Dancing Hippos in America: A Conversation with Author Mindy Aloff

Mindy Aloff has published essays, interviews, and articles on dance, literature, film, music, and other cultural subjects in The New Yorker, The New York Times, The Washington Post, The Village Voice, and more. She is a renowned dance critic and scholar, analyzing dance in Disney animation for her Disney Editions book, Hippo in a Tutu. With her newest publication, Dance in America, she spans three centuries with the biggest anthology on American dance ever published. She stopped by Fülle Cr. to discuss these projects and more.

Jason Anders: So let's jump right into your newest work, a book called Hippo in a Tutu: Dancing in Disney Animation, which studies dance in Disney's animated shorts and features; you have been a professional critic and teacher of dance for quite some time, and have even written a book called Dance Anecdotes, which contains stories about dancing all over the globe. So why Disney for the subject of your book, and when did the idea first come to you?
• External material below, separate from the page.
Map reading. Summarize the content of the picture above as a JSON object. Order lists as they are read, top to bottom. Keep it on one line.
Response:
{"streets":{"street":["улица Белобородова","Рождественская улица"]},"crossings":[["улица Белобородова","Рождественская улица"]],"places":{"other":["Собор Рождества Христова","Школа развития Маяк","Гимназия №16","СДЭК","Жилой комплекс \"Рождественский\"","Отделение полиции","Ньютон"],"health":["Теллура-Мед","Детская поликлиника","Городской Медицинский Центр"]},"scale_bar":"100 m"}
Mindy Aloff: The idea for the book, as such, wasn't mine: it was a longtime concept of an editor at Disney Editions, Christopher Caines, who is also a working choreographer - and, not incidentally, the author of the title, Hippo in a Tutu. He noticed that although there was a fair amount of published writing about music at Disney there was little about dance, and he thought such a study could fill in an important gap. Around six years ago he approached me with the suggestion that I might write the book; I drafted a proposal and the editorial director of Disney Editions, Wendy Lefkon, liked it... even though I didn't have an animation background.

However, the reason that Christopher tapped me was that nearly ten years before, in the early 1990s, I'd written two stories about dance in animated films. One, assigned by the dance editor of The Village Voice, was based on a festival of Warner Bros. cartoons at Film Forum in SoHo during which I saw 100 shorts in a row and stumbled into the street with the conviction that, as far as dance went, Disney exhibited more understanding and technical prowess. This story was never published.

The second, much more abbreviated, was one of the published Dance columns I wrote for the "Goings on about Town" section of The New Yorker, to which I contributed between 1989 and 1993. In 350 words or so, I evaluated dancing in Disney and Warner's and explained why, with respect to the dance passages of its animated films, Disney was my preference. Others in Great Britain had also written about dancing and Disney around that time: you can read the lovely 1989 essay "Disney's Dances" by Alastair Macaulay (now the chief dance critic at The New York Times) originally published in The Dancing Times and reprinted in Robert Gottlieb's new anthology, Reading Dance. The subject was in the air. I was just very lucky that Disney Editions reached out to me.
Tell me about the process of tackling this subject matter. 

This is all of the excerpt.